I didn’t find many of the other characters to be much better towards Mattie as an automaton. I thought that this was another theme within the book – the treatment of the majority towards the minority, or the treatment of those in power toward those who were not. I felt that we’re reading a lot of things through Mattie’s eyes and she is a forgiving character, and sometimes subtleties of the humans around her don’t register but maybe they do to the reader. Most people in power – the mechanics, ignore Mattie. The alchemists are better, but even then they seem to treat her a little lower class. When Mattie makes what seem like friends, I felt a little sad because it didn’t seem that their affections were that deep. Most seemed to need something out of her each time. The people most isolated, the gargoyles and the Soul Catcher were perhaps the closest Mattie comes to have people genuinely care about her.

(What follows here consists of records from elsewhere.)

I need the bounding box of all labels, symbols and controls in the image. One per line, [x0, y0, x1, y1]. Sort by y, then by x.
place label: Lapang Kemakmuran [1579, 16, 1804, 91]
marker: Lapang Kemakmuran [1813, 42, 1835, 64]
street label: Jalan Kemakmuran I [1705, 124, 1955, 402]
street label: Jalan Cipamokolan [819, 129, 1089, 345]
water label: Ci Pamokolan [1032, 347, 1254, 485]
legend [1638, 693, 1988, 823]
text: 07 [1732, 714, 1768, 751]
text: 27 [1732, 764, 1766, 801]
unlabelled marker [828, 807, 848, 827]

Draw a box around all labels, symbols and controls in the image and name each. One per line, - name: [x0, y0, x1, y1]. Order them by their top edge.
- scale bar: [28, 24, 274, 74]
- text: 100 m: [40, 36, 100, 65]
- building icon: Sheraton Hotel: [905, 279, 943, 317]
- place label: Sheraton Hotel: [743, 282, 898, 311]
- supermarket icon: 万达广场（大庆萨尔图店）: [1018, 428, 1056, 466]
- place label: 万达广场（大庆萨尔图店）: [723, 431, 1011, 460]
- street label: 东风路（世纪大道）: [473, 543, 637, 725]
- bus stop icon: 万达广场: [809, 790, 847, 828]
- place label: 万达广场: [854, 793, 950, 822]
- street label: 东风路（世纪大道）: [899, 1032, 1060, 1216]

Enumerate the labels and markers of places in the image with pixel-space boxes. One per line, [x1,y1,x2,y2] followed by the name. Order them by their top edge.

This treatment of Mattie extrapolated to the bigger picture represents the clash between the upper class of aristocrats, alchemists and mechanics and the poor miners, farmers and laborers. It also represents the clash between the locals and the immigrant population who are immediately blamed for rebel attacks on the ruling class. It all explodes suddenly when the upper class, in the pursuit of progress, move labor around for more coal and the lower class has no choice in the matter. But I don’t think it’s as simple as the upper class is in the wrong. They believed in their progress and in improving the city, and when there’s rebellion, they just want to keep their lives as they are and fight to keep what they have. There aren’t really easy answers because everyone is trying to protect themselves. Mattie as well. In the course of defending their own interests without acknowledging others leads to betrayals and struggles for control.
Overall: A lovely steampunk fantasy that mixes magic and technology with revolution. The prose is simple and lyrical, but the messages are not. In the end I enjoyed the mental exercise, but it made me a little sad as well. I put it under “well, that took a little bit out of me”. It’s a little more serious fare than I’d usually choose for myself and has no easy conclusions.